Line by line, print the records exactly, and keep images out of the copy.

*** Records supplied Section Begins ***

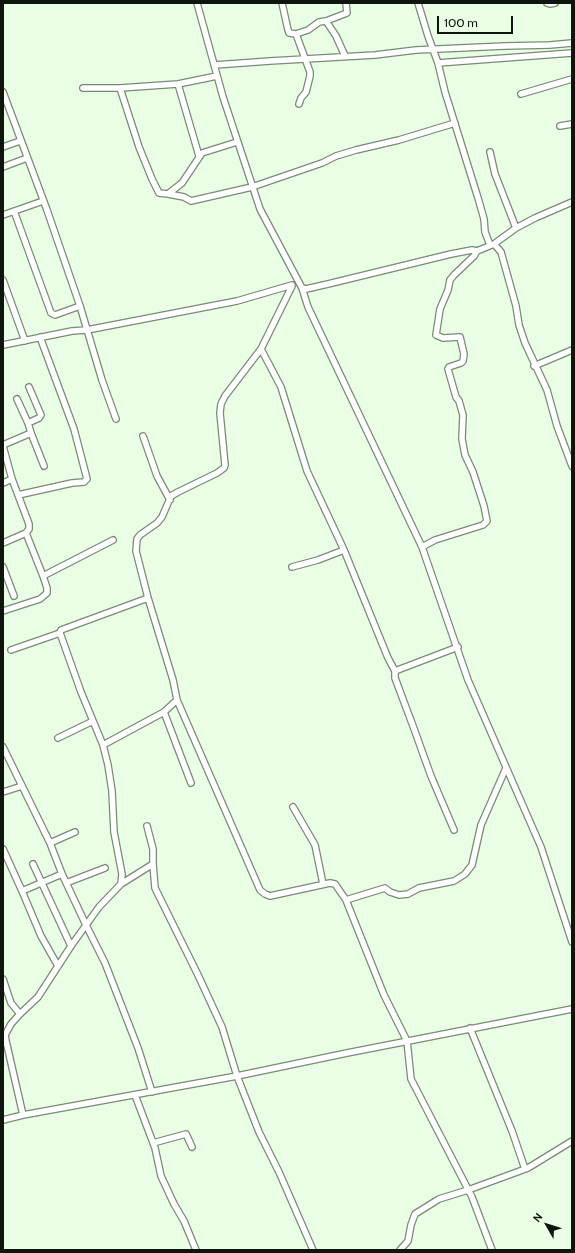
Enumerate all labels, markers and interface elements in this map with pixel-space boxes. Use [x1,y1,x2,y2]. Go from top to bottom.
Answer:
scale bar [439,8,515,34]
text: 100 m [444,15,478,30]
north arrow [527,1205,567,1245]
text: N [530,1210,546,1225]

*** Records supplied Section Ends ***

## Problem solution
Enumerate all labels, markers and interface elements in this map with pixel-space boxes. Use [x1,y1,x2,y2]. Go from top to bottom.
Answer:
scale bar [439,8,515,34]
text: 100 m [444,15,478,30]
north arrow [527,1205,567,1245]
text: N [530,1210,546,1225]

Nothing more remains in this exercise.